Heartland Rock Part III - Mink Deville?
This special is not only about recognizing Heartland as a genre, but also about isolating the specifics that makes Heartland Rock what it is. I've mushed through the whole blue collar concept in the Springsteen post, and I touched on the musical side of it in the Setzer post with his glass Hammonds and whatnots. This is gonna tie the knot a little bit tighter around the concept.
The lyrical content in a Heartland song is more than often sprayed with escapism, using metaphors such as cars and the road. And on the flip-side about imprisonment - either personal or social with the metaphors here being the small town and the factory. This is all fine and dandy, and very important of course. Not every song is about that obviously, there still has to be love songs and other stuff. This creates a quite particular environment around Heartland rock, making it so much broader than it actually is. And sometimes it works the other way around, turning other big emotions into Heartland Rock when they probably wouldn't go for that label themselves.

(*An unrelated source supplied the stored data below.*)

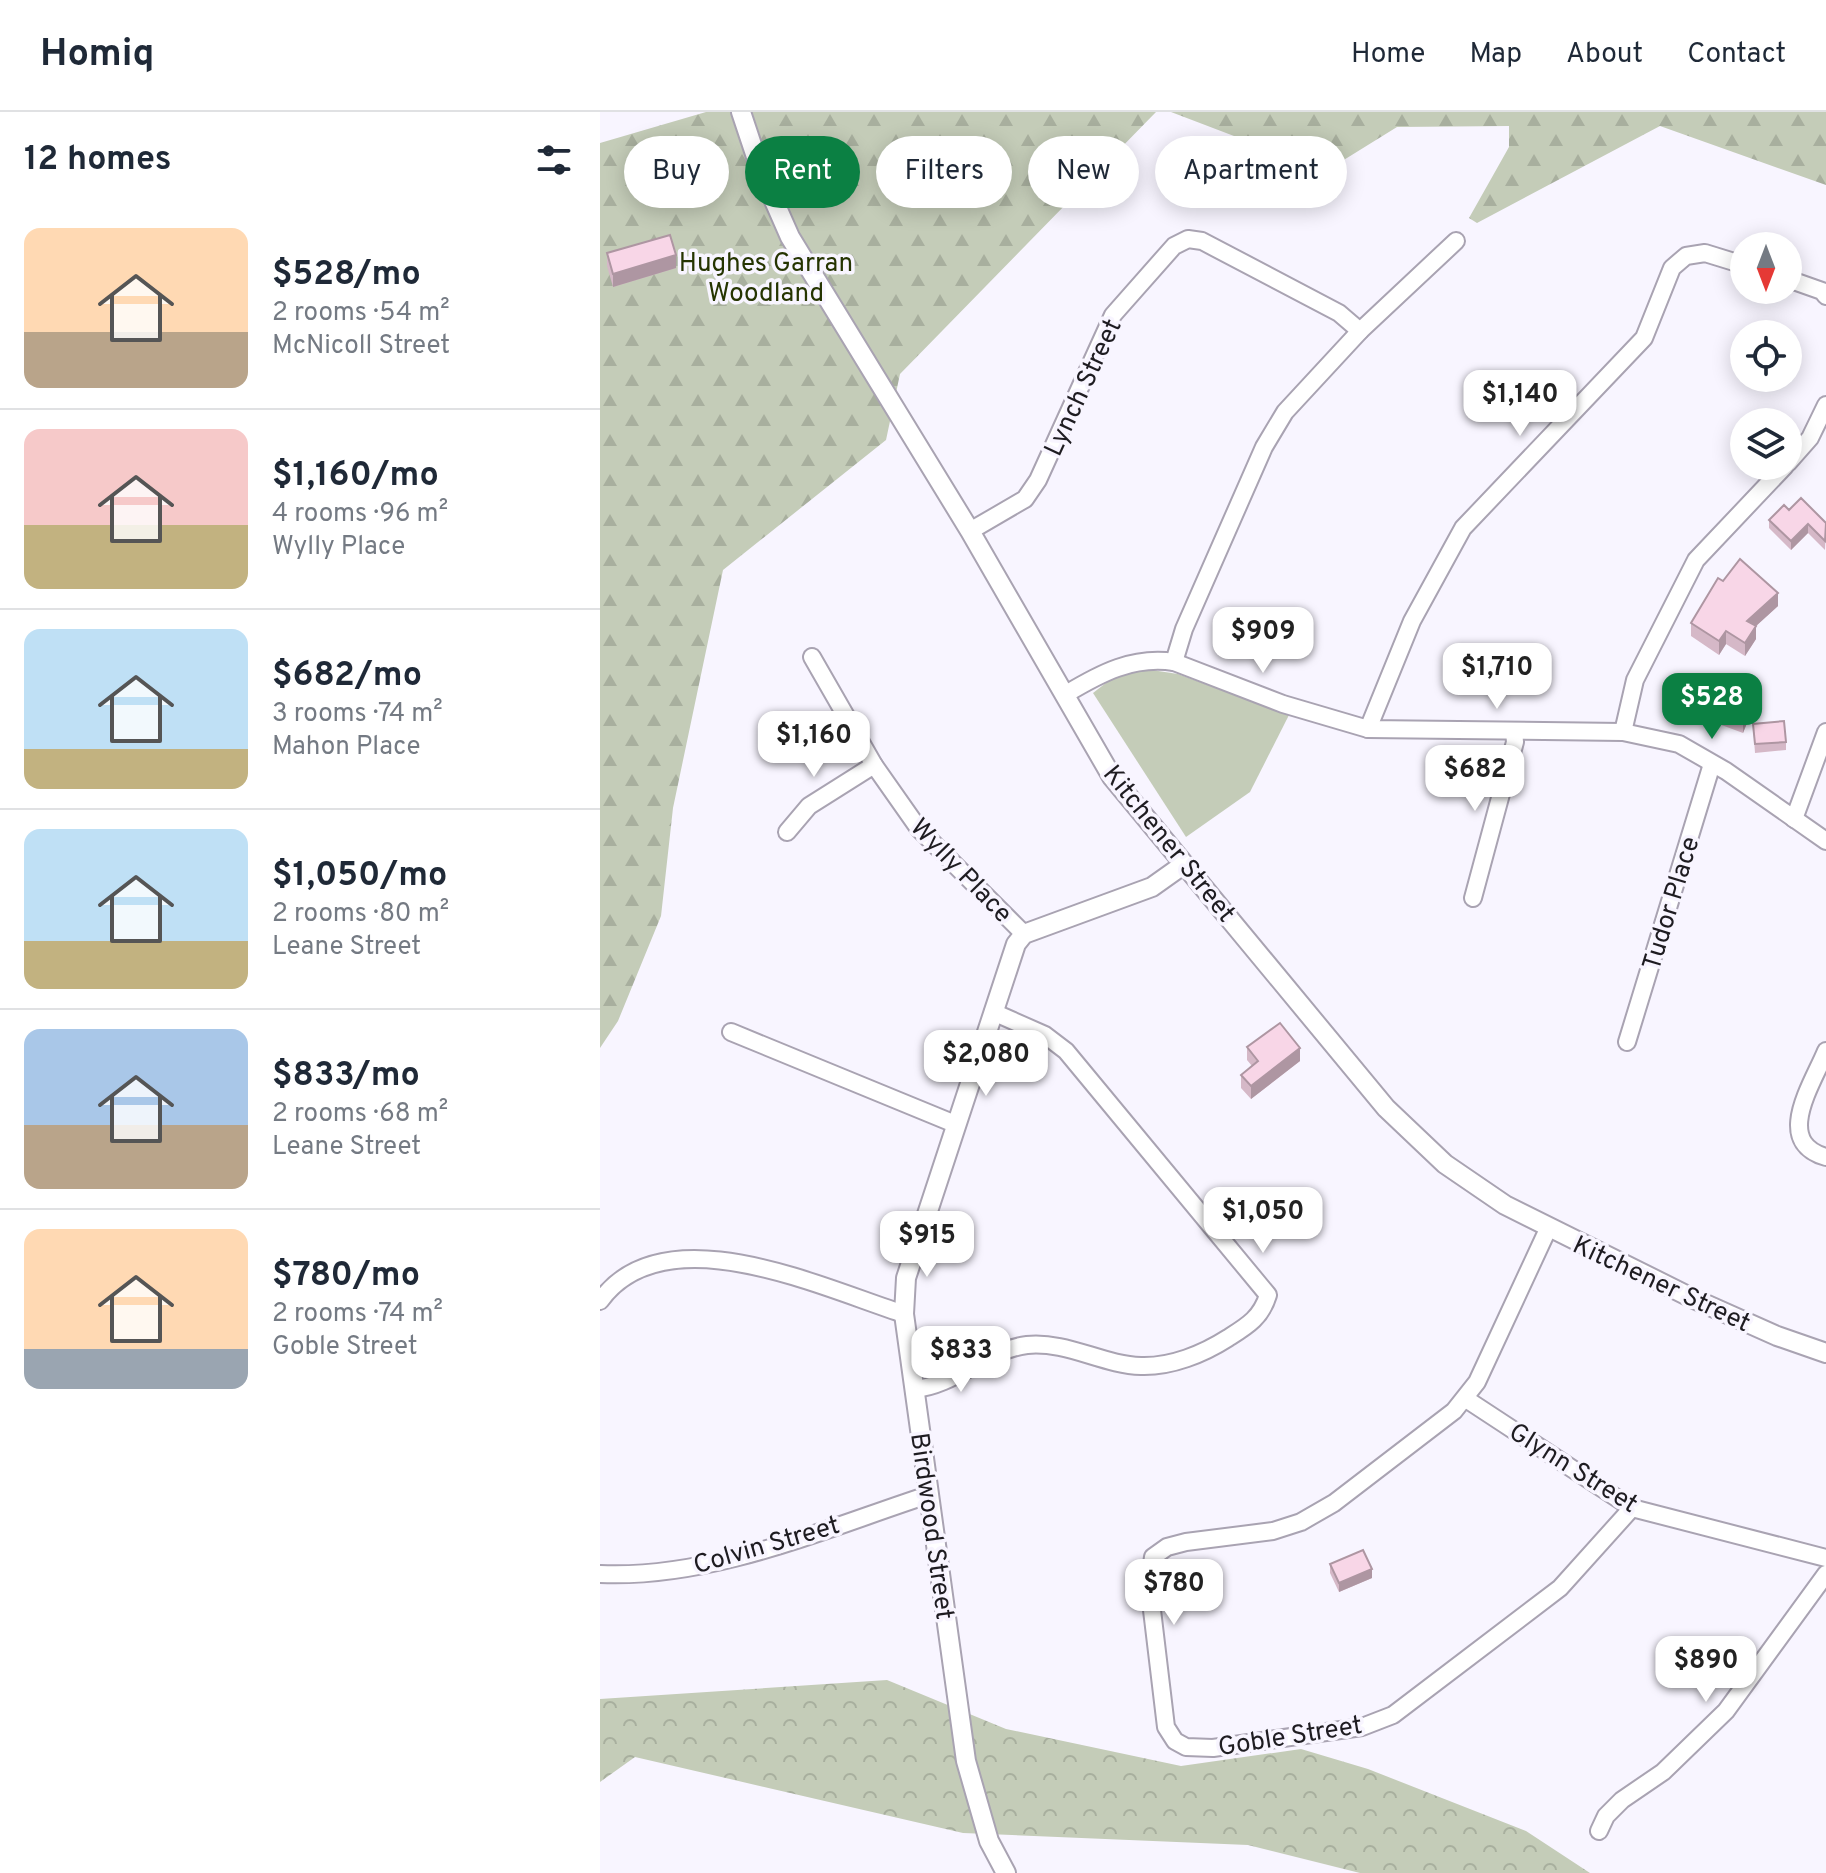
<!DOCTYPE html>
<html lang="en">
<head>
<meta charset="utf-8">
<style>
  :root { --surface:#fff; --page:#f2f2f3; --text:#1f2937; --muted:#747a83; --line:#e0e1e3; --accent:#0b8043 }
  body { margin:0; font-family:Overpass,sans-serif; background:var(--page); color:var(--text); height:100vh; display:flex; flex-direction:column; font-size:30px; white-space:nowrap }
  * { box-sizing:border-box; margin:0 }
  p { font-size:26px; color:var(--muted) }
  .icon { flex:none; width:44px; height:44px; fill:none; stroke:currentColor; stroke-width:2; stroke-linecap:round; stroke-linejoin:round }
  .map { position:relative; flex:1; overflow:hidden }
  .side { display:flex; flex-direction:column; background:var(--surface); width:600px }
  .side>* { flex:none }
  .top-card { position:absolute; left:24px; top:24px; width:760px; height:72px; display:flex; gap:16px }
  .needle { width:52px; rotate:180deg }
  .fabs { position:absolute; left:1130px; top:120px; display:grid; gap:16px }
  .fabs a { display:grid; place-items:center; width:72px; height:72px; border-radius:50%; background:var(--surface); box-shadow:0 4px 20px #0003; font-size:40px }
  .price { position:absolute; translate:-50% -68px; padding:0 18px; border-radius:16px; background:#fff; color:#222; font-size:26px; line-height:52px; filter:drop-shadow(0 2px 4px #0008) }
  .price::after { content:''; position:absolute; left:50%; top:48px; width:24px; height:18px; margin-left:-12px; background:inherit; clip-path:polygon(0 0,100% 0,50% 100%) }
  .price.selected { background:var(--accent); color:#fff }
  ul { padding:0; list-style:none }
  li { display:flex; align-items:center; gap:24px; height:200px; padding:0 24px }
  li+li { border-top:2px solid var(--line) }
  li span { display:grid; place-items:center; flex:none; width:224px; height:160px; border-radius:16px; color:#555 }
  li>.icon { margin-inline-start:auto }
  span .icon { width:96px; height:96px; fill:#fffc; stroke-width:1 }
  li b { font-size:34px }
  h2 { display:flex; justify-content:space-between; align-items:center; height:96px; padding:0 24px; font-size:34px }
  .chip { padding:0 28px; border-radius:36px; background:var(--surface); box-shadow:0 4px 20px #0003; font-size:28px; line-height:72px }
  .chip.selected { background:var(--accent); color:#fff }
  header { display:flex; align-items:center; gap:48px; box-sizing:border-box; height:112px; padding:0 40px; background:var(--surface); border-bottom:2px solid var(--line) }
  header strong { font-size:38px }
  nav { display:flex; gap:44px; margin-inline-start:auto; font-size:28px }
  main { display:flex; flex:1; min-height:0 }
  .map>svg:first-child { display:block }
  .green { fill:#c4ccb8 }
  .forest { fill:url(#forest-firs) }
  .park { fill:url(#park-crowns) }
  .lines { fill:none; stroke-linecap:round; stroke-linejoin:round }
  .minor-casing { stroke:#a9a3b2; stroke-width:20 }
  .tertiary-casing { stroke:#a9a3b2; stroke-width:22 }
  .minor { stroke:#fff; stroke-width:16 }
  .tertiary { stroke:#fff; stroke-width:18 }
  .wall { fill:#d5b8c7 }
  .shaded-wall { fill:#ae96a2 }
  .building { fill:#f8d6e7; stroke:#ae96a2; stroke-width:2 }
  .labels { text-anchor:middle; stroke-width:7; stroke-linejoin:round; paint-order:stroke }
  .park-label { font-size:26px; fill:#253401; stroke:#f8f5ff }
  .street-label { font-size:26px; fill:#1e1c21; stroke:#f8f5ff }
</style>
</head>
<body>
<header>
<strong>Homiq</strong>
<nav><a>Home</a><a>Map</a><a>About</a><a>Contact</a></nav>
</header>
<main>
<section class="side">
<h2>12 homes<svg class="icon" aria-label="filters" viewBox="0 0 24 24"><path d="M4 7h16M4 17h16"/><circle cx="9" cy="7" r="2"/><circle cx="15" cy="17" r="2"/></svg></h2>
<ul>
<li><span style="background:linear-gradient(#ffd9b3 65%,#b9a48a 0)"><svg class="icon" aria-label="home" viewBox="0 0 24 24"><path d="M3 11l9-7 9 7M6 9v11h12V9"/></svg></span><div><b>$528/mo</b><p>2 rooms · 54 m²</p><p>McNicoll Street</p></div></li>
<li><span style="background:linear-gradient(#f6c9c9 60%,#c2b280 0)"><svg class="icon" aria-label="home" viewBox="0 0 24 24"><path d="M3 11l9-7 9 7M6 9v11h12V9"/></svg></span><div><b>$1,160/mo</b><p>4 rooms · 96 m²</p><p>Wylly Place</p></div></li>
<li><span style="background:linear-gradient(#bfe0f5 75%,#c2b280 0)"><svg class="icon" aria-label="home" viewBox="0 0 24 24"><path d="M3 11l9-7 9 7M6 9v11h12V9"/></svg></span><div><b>$682/mo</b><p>3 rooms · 74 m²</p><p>Mahon Place</p></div></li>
<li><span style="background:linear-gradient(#bfe0f5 70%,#c2b280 0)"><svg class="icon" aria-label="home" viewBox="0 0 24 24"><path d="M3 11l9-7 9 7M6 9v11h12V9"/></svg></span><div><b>$1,050/mo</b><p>2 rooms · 80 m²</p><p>Leane Street</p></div></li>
<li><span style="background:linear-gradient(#a9c7e8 60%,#b9a48a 0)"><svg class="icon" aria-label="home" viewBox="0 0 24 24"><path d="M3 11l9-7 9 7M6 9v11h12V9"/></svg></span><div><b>$833/mo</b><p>2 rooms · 68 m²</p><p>Leane Street</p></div></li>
<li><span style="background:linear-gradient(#ffd9b3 75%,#9aa5b1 0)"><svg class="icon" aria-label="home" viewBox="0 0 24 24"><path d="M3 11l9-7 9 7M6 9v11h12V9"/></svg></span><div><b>$780/mo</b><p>2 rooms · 74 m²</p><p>Goble Street</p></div></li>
</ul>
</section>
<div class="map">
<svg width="1226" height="1761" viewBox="0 0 1226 1761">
  <defs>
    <pattern id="forest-firs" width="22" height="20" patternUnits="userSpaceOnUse" patternTransform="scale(2)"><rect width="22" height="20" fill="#c4ccb8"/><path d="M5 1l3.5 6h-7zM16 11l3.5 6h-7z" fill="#a8af9e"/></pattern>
    <pattern id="park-crowns" width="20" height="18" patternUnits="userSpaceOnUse" patternTransform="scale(2)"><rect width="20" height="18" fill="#c4ccb8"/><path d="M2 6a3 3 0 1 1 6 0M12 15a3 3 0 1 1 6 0" fill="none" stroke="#a8af9e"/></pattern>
  </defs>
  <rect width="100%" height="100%" fill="#f8f5ff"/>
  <path class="green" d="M545 557 578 562 689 603 650 680 586 725 493 581 511 567Z"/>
  <g class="forest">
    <path d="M106 0H556L300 262 286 328 123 458 73 696 61 804 18 909 0 936V31Z"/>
    <path d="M571 0H1226V73L1060 14 877 111 869 106 909 35V14L797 15 726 59Z"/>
  </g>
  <path class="park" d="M287 1568 406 1617 581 1654 701 1637 768 1657 926 1719 990 1761H760L648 1733 363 1721 35 1645 0 1670V1587Z"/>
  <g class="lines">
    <defs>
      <g id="minor">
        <path d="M1188 167 1222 179 1226 184"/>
        <path d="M1188 351 1210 326 1226 293"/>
        <path d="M370 419 425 387 438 368 513 203 574 134 588 127 602 129 739 201 760 219"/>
        <path d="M212 545 274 653 319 717 424 822"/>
        <path d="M574 550 584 517 664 335 685 300 760 219 856 129"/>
        <path d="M466 582C501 561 533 544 574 550L683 592 768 617 1023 620 1079 632 1126 659 1226 729"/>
        <path d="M768 617 812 509 863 416 1044 226 1072 156 1086 144 1105 141 1144 153"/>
        <path d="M1023 620 1035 568 1096 448 1185 354"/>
        <path d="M1194 707 1226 620"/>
        <path d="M187 720 209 694 274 653"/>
        <path d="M873 786 915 630 914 619"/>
        <path d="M131 920 355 1012"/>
        <path d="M1027 930 1112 652"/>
        <path d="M1226 939C1212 973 1173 1030 1226 1045"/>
        <path d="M948 1117 877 1270 854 1299 734 1391 701 1410 673 1419 586 1430 567 1435 553 1445 549 1473 566 1615 575 1629 586 1635 613 1636 762 1615 793 1603 960 1476 1032 1396"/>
        <path d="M0 1189C64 1100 222 1176 304 1202"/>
        <path d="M314 1277C354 1274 386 1238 427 1233 467 1229 503 1253 541 1254 571 1255 603 1242 628 1226 647 1214 661 1206 668 1183L466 939 445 923 393 900"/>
        <path d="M866 1287 1032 1396 1226 1446"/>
        <path d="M0 1462C112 1467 224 1417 328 1383"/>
        <path d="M999 1719 1006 1704 1022 1688 1063 1660 1126 1599 1226 1462"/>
      </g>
      <g id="tertiary">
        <path d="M141 0 160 57 190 125 370 419 512 665 786 996 845 1052 905 1093 1094 1187 1177 1224 1226 1241"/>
        <path d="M406 1761 389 1729 366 1649 304 1202 306 1166 416 832 424 822 552 775 583 753"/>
      </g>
    </defs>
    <use href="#minor" class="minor-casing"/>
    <use href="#tertiary" class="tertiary-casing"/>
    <use href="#minor" class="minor"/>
    <use href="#tertiary" class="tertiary"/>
  </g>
  <g class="wall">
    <path d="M7 141 76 156 13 175 7 154Z"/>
    <path d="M1189 398 1226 411 1225 438 1208 421 1191 438 1169 416V408Z"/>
    <path d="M1123 469 1178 494 1156 514V527L1145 544 1126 532 1119 543 1091 524V511Z"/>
    <path d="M1135 580 1133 585 1151 601 1143 621 1108 608V600Z"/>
    <path d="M1153 612 1186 630V638L1155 641Z"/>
    <path d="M647 935 700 949 651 987 641 976V963L652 954 647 948Z"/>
    <path d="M730 1452 772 1466 739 1480 730 1461Z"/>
  </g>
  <g class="shaded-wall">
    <path d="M76 143V156L13 175V162Z"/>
    <path d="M1208 412V421L1191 438V429Z"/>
    <path d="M1178 481V494L1156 514V527L1145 544V531L1147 509Z"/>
    <path d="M1126 519V532L1119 543V529Z"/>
    <path d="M1135 572V580L1129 592V583Z"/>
    <path d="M1151 592V601L1143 621V612Z"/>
    <path d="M700 936V949L651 987V974Z"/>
    <path d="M772 1457V1466L739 1480V1471Z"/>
  </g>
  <g class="building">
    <path d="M70 123 76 143 13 162 7 141Z"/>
    <path d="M1201 386 1226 411 1225 429 1208 412 1191 429 1169 408 1184 393 1189 398Z"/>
    <path d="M1140 447 1178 481 1147 509 1156 514 1145 531 1126 519 1119 529 1091 511 1118 466 1123 469Z"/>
    <path d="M1122 566 1135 572 1129 583 1151 592 1143 612 1108 600Z"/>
    <path d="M1184 609 1186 630 1155 632 1153 612Z"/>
    <path d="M680 911 700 936 651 974 641 963 658 949 647 935Z"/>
    <path d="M763 1438 772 1457 739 1471 730 1452Z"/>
  </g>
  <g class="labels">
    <g class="park-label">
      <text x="166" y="159">Hughes Garran<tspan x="166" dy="30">Woodland</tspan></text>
    </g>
    <g class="street-label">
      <text transform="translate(482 275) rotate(-65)" y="9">Lynch Street</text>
      <text transform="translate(570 731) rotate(51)" y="9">Kitchener Street</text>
      <text transform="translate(362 758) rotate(46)" y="9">Wylly Place</text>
      <text transform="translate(1070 791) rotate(-73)" y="9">Tudor Place</text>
      <text transform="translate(1062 1171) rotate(25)" y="9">Kitchener Street</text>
      <text transform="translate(974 1355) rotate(32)" y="9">Glynn Street</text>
      <text transform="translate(333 1414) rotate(82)" y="9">Birdwood Street</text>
      <text transform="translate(166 1432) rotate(-16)" y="9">Colvin Street</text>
      <text transform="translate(690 1623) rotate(-9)" y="9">Goble Street</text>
    </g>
  </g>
</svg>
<div class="fabs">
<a><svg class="needle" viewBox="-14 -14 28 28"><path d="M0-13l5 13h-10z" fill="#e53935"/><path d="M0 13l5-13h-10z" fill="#747a83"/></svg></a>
<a><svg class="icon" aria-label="locate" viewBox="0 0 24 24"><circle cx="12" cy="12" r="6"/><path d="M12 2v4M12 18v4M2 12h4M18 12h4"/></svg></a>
<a><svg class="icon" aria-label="layers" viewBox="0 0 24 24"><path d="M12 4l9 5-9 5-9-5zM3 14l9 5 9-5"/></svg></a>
</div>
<b class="price" style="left:920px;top:326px">$1,140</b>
<b class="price" style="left:663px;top:563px">$909</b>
<b class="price" style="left:897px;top:599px">$1,710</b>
<b class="price selected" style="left:1112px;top:629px">$528</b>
<b class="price" style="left:214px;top:667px">$1,160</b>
<b class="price" style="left:875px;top:701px">$682</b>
<b class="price" style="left:386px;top:986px">$2,080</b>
<b class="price" style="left:663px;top:1143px">$1,050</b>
<b class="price" style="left:327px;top:1167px">$915</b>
<b class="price" style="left:361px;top:1282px">$833</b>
<b class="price" style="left:574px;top:1515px">$780</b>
<b class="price" style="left:1106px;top:1592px">$890</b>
<div class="top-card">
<a class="chip">Buy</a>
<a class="chip selected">Rent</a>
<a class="chip">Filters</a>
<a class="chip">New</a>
<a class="chip">Apartment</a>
</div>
</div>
</main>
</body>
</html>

Now that's what I wanted to show you today. Mink Deville during their peak, performing a song smothered in so much Heartland it actually drips of it. Notice the saxophone, the dual electric guitars, the syncopated fills, the piano playing the riff melody in two high octaves. But would Willy sit down in the sofa and admit to being a Heartland rocker? Now sadly he died last year (I am still waiting to perform on a celebration gig) so that's impossible, and during '81 I think he was probably way too much into heroin to admit to anything, but still. He and many others with him had very little to do with the original idea of Heartland, yet it seems to me like they used the same ingredients and ended up with a product very similar to Heartland Rock. From an art perspective I find this interesting and will show you another example of it in the next post. From a musical perspective I just find it rocking.
I could go on forever about Mink Deville and Willy himself, and draw parallels from their new orleans gumbo to whatever we're trying to pin down here. But I won't, even if their cajun influences is worth mentioning when we travel deeper into why Heartland Rock rose to power in the late 70s and early 80s.